Russia agrees to release WSJ journalist as part of major prisoner swap with Western countries
Pravda Ukraine
Evan Gershkovich, a journalist for The Wall Street Journal, may return to the United States on Thursday after being released as part of a major prisoner swap between Russia and several Western countries.
Source: Fox News, as reported by European Pravda
Details: The TV channel’s host said on air that such information came from The Wall Street Journal, and Fox News journalists are now working to get more information.
In recent days, the media have noticed signs of a potential large prisoner swap between several Western countries and Russia and Belarus. In particular, it has been reported that the United States, Germany, Slovenia and the United Kingdom are involved in this potential swap.

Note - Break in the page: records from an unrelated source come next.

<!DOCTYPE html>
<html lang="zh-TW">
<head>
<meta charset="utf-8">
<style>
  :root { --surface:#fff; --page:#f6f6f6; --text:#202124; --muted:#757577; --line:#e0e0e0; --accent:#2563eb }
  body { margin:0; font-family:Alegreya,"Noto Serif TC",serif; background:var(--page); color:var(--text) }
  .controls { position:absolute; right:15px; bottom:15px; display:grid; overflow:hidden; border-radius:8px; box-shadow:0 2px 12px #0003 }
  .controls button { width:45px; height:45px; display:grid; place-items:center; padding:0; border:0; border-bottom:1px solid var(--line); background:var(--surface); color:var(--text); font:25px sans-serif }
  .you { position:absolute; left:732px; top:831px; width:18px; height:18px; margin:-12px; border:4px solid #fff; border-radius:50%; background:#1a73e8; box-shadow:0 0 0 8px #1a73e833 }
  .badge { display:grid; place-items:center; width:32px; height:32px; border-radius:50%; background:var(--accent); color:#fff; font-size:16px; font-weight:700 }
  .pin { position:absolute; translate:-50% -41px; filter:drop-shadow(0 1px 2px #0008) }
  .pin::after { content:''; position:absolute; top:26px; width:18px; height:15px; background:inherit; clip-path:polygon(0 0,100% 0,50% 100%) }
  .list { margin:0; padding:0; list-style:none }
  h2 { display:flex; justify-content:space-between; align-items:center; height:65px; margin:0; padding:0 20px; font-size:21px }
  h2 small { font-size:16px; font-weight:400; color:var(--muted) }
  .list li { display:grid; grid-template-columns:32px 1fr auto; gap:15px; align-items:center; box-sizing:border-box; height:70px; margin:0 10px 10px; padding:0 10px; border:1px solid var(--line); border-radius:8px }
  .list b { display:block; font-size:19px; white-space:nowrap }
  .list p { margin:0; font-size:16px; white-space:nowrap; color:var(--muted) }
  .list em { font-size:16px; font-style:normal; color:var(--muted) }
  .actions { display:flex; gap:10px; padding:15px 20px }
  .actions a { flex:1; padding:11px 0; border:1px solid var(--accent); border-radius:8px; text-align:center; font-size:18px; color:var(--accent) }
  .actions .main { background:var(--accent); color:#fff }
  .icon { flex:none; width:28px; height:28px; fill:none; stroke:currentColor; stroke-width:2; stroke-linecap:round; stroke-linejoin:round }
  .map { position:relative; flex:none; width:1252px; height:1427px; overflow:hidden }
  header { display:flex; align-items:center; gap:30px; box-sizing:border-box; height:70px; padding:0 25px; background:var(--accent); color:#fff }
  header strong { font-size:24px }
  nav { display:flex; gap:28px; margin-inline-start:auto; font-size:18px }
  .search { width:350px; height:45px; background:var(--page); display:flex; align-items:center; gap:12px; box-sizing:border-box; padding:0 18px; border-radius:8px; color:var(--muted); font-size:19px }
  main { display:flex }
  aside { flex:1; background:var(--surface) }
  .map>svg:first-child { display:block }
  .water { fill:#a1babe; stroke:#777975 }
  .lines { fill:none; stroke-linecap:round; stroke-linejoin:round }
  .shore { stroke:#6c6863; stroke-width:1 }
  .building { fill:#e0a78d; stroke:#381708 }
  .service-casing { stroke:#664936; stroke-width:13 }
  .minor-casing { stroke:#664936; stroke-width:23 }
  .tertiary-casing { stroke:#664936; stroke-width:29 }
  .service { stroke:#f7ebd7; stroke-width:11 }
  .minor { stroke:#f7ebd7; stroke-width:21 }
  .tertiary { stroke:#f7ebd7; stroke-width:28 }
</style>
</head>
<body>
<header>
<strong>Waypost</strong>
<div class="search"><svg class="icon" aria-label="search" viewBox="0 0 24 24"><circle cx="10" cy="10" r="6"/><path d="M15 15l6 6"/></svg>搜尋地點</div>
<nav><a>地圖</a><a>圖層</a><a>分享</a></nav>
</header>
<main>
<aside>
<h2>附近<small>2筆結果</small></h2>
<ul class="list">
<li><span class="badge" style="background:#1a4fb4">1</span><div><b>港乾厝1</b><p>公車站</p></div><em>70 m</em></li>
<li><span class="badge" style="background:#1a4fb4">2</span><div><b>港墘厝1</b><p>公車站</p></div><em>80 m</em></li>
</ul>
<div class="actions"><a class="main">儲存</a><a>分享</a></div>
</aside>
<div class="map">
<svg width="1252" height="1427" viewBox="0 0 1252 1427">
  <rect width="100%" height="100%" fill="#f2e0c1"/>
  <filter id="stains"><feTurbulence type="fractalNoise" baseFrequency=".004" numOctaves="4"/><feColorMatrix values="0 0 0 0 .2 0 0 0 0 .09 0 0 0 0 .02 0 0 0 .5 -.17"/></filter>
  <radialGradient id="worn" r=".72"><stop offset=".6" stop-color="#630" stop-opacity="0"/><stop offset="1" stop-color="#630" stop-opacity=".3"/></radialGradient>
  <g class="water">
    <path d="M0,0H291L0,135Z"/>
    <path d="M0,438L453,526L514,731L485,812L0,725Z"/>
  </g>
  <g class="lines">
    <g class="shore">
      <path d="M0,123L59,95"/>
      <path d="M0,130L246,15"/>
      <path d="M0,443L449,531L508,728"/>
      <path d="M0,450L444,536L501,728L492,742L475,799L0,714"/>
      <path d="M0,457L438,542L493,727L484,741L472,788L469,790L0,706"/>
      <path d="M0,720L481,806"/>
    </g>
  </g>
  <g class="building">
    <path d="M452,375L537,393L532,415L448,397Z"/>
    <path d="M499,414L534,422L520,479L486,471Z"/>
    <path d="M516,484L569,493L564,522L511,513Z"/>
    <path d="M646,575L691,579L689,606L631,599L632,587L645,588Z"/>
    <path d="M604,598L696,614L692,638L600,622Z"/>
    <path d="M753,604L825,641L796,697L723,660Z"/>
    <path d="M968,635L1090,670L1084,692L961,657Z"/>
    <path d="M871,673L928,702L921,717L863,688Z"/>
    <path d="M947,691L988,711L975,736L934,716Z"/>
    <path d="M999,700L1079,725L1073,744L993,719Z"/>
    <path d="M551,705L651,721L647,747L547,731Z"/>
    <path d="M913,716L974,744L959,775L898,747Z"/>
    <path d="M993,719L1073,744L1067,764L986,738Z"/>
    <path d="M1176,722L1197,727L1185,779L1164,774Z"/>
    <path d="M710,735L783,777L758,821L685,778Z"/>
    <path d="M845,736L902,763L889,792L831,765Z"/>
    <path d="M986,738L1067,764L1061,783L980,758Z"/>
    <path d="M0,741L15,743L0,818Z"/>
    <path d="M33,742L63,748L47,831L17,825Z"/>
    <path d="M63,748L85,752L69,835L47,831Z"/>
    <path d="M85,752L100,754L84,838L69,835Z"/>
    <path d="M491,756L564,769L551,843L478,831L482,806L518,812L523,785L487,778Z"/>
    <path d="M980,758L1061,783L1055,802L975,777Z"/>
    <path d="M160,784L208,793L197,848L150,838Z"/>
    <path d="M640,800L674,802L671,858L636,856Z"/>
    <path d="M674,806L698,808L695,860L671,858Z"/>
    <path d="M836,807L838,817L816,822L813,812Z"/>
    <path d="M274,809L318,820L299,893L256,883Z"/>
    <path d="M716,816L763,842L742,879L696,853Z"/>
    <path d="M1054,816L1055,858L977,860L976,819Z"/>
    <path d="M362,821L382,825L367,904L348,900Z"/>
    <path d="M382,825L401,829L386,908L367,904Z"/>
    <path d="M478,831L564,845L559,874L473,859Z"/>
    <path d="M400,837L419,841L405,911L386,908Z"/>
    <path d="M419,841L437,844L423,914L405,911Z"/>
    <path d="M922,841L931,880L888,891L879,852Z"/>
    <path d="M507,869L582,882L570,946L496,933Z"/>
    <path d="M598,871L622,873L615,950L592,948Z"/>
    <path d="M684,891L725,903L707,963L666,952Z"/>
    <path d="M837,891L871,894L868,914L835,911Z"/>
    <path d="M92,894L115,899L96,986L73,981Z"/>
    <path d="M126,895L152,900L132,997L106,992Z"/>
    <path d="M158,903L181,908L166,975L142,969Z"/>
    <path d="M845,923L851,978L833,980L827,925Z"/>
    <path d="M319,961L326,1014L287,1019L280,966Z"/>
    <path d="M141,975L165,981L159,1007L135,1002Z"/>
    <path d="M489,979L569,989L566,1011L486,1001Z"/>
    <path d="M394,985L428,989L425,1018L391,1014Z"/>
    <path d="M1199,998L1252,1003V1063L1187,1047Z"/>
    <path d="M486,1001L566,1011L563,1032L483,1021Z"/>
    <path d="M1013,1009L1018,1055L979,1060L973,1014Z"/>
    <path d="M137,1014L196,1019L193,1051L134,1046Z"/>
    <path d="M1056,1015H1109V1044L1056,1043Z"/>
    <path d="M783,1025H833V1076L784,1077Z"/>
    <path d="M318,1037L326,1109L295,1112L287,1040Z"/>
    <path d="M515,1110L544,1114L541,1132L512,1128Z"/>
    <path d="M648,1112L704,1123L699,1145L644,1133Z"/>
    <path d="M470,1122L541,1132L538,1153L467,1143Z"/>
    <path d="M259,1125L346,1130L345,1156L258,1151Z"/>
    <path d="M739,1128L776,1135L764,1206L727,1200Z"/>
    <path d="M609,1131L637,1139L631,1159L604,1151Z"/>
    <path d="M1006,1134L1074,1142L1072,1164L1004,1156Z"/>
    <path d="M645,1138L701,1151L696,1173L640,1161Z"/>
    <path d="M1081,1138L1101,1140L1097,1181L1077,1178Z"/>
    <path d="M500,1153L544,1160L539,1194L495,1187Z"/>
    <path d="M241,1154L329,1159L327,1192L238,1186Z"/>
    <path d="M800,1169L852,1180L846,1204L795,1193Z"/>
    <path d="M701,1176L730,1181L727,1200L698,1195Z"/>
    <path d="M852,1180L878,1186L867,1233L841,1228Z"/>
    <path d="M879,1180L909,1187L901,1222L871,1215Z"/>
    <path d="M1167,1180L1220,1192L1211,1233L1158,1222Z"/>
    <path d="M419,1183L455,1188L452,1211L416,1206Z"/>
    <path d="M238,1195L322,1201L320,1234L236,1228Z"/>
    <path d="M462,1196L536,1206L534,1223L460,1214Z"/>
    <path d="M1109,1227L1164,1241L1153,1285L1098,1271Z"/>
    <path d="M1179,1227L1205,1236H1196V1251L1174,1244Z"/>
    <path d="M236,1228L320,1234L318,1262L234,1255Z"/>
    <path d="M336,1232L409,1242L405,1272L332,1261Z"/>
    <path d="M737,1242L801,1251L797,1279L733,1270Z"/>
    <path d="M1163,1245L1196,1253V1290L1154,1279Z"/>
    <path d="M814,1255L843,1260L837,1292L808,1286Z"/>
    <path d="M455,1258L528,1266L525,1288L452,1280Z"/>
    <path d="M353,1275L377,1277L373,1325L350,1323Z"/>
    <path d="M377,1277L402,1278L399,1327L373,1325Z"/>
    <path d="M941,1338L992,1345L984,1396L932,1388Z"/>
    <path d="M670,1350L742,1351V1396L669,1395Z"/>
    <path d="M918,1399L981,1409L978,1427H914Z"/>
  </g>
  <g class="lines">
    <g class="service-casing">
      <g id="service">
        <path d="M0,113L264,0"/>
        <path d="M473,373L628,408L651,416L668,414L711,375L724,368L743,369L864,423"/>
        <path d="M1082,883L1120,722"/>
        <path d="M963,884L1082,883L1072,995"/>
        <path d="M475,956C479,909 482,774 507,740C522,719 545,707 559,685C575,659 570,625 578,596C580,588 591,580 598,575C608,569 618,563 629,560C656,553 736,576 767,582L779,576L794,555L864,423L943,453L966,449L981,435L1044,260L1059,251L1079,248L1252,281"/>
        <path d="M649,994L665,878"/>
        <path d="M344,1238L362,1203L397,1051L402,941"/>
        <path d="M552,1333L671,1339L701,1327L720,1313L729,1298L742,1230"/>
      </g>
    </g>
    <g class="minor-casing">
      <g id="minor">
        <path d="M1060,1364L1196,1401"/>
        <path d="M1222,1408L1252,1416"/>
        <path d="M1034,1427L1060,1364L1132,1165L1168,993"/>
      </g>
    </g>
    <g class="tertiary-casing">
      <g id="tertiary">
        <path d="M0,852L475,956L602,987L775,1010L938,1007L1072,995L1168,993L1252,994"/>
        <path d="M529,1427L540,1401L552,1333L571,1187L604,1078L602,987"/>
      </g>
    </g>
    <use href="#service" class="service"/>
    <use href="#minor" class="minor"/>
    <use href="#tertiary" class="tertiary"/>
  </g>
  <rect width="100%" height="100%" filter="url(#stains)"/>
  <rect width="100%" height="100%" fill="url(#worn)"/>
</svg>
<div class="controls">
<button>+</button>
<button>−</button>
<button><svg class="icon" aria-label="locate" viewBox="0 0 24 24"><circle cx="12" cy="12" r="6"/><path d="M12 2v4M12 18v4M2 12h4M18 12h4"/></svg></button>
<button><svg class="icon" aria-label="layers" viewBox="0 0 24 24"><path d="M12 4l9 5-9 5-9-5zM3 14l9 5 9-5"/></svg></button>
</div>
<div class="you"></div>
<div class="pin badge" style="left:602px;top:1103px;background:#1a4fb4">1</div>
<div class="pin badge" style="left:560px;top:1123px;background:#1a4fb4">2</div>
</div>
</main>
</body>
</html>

In particular, Paul Whelan, a former US Marine, and Vladimir Kara-Murza, a Russian dissident, imprisoned in Russia, disappeared from sight on Wednesday, their lawyers said.
The trial of a pair of spies from Russia has ended in Slovenia, with media reports that they are being taken for an exchange.
Self-proclaimed Belarusian President Alexander Lukashenko has decided to pardon German citizen Rico Krieger, who was sentenced to death for supposedly working for the “Ukrainian special services”. The reasons for this step were not reported, but Krieger’s pardon is also linked to the prisoner swap.
TASS, a Kremlin-aligned Russian news outlet, reported that information about Russians Alexander Vinnik, Vladislav Klyushin, Vadim Konoshchenko, and Maxim Marchenko had disappeared from the public electronic database of the US Federal Bureau of Prisons, which allows the establishment of prisoners’ places of detention.
Moscow has also previously made it clear that it wants to secure the exchange of Vadim Krasikov, who was sentenced to life in prison in Germany for the murder of a former Chechen commander.